[Cryptography] Possible reason why password usage rules are such a mess

Jon Callas jon at callas.org
Wed Mar 4 17:49:51 EST 2020



> On Mar 4, 2020, at 4:16 AM, Peter Gutmann <pgut001 at cs.auckland.ac.nz> wrote:
> 
> There has been some speculation in the past over why we have so many cargo-
> cult password security rules that make no sense in any modern context, the
> prime example being the need to change passwords periodically.  I've found one
> possible explanation, the Ware Report, which talks about authentication words
> more than passwords, and in a manner in which they resemble military
> countersigns rather than what we'd think of today as passwords:

I think that's a reasonable folk etymology. 

I also think that our conception of password use and how they're guessed has changed, and that has changed the way we look at the problem.

It used to be that the threat model for password guessing was a human sitting at a keyboard guessing things.
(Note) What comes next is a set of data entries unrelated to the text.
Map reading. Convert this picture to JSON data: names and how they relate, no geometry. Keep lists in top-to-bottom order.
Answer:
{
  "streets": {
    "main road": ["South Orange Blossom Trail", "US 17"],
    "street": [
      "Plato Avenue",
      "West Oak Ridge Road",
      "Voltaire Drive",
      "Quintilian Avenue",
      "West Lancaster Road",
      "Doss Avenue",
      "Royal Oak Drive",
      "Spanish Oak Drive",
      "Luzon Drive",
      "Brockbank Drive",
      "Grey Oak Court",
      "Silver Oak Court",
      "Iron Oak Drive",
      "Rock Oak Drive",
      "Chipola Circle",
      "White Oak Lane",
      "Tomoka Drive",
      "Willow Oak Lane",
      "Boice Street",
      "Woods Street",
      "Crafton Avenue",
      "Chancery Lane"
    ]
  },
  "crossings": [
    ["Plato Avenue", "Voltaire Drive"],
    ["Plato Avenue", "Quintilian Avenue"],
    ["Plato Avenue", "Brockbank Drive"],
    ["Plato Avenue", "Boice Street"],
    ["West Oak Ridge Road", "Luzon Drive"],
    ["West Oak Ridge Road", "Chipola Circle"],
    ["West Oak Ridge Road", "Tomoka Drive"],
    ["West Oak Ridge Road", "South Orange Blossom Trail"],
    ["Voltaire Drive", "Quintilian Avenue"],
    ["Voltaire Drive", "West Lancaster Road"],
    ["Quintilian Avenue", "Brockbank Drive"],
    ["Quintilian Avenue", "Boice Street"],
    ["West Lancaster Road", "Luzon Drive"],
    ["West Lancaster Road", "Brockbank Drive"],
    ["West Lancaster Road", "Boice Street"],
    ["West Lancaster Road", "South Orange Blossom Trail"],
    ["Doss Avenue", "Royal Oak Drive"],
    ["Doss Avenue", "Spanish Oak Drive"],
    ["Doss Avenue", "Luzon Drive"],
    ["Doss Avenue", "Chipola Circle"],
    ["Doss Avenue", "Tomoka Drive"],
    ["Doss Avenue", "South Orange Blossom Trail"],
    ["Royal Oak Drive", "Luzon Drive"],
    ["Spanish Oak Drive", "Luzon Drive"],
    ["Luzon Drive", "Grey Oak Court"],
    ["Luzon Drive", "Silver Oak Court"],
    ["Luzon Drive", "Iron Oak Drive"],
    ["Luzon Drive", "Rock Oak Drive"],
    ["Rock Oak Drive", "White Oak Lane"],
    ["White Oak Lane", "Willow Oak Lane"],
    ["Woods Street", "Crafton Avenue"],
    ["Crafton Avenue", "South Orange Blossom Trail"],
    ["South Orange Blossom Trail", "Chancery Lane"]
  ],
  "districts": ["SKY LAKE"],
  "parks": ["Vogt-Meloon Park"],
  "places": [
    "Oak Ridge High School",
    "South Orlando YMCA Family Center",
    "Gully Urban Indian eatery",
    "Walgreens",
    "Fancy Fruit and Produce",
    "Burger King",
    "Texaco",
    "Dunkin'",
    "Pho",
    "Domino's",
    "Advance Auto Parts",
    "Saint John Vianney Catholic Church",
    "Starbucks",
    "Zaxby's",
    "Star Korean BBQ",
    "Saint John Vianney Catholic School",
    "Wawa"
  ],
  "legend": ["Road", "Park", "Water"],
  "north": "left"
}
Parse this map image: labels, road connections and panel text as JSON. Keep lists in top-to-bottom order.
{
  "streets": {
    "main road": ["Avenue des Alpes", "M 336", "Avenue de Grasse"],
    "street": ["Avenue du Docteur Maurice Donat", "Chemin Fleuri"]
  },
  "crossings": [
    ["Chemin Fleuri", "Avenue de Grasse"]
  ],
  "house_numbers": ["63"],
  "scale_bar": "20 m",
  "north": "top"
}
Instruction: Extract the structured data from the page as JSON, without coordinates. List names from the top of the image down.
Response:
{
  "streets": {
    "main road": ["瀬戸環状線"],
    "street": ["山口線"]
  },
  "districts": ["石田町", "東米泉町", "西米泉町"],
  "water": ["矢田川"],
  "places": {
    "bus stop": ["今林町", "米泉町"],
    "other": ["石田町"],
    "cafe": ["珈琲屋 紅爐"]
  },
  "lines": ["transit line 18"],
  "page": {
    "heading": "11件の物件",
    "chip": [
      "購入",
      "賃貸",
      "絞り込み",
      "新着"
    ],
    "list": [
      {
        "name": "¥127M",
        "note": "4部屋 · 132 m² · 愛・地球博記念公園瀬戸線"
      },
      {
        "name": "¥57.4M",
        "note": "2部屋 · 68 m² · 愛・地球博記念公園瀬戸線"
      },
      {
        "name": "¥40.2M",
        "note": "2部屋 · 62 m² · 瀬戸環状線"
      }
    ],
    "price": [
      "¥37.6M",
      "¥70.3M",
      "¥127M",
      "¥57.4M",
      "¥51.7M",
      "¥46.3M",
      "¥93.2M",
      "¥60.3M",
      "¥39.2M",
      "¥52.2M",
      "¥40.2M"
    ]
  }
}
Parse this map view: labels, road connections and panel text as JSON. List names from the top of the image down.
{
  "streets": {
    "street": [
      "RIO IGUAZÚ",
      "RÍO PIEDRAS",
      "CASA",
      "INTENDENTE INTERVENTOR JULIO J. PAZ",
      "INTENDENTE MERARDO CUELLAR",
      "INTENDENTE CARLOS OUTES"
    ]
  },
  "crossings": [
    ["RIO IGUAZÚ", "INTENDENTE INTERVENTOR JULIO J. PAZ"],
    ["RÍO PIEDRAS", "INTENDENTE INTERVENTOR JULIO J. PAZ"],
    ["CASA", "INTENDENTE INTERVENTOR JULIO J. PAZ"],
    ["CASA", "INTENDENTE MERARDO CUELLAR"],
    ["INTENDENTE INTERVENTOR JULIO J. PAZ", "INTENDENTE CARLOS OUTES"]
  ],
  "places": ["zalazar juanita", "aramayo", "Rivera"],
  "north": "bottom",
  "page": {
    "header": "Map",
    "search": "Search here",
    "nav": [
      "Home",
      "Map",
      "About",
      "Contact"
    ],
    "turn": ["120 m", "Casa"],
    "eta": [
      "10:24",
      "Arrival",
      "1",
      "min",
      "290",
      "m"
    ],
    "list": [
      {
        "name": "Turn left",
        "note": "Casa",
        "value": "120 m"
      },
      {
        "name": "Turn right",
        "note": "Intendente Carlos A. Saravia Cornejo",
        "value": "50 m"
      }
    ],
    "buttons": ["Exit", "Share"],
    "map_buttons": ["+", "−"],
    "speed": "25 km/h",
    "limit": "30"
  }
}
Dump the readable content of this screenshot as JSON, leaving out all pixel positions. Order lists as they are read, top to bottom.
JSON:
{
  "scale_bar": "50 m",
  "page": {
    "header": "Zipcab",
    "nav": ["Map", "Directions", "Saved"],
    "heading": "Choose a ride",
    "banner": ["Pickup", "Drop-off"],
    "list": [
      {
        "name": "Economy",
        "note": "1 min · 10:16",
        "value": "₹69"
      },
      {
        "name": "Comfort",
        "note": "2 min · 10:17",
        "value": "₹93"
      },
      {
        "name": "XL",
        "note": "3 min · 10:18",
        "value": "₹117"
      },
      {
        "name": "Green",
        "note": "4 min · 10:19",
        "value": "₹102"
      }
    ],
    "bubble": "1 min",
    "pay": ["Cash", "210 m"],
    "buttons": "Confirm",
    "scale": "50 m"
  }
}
The model for creating a password was making something that the owner can remember. It also included a model where one might have good reason to tell someone else one's password even though we'd cluck our tongues and shake our heads sadly at that. That resembles authentication words, and changing it forces the person to re-evaluate who they've shared it with.

Today, the threat comes from automated password crackers that have a dictionary of the umpteen gazillion most common passwords. The use model includes password managers. Thus, creating a password with bad human-UX and never changing it is a decent model.

I'll guess that there is at least parallel evolution from authentication words to password policies, if not outright inheritance.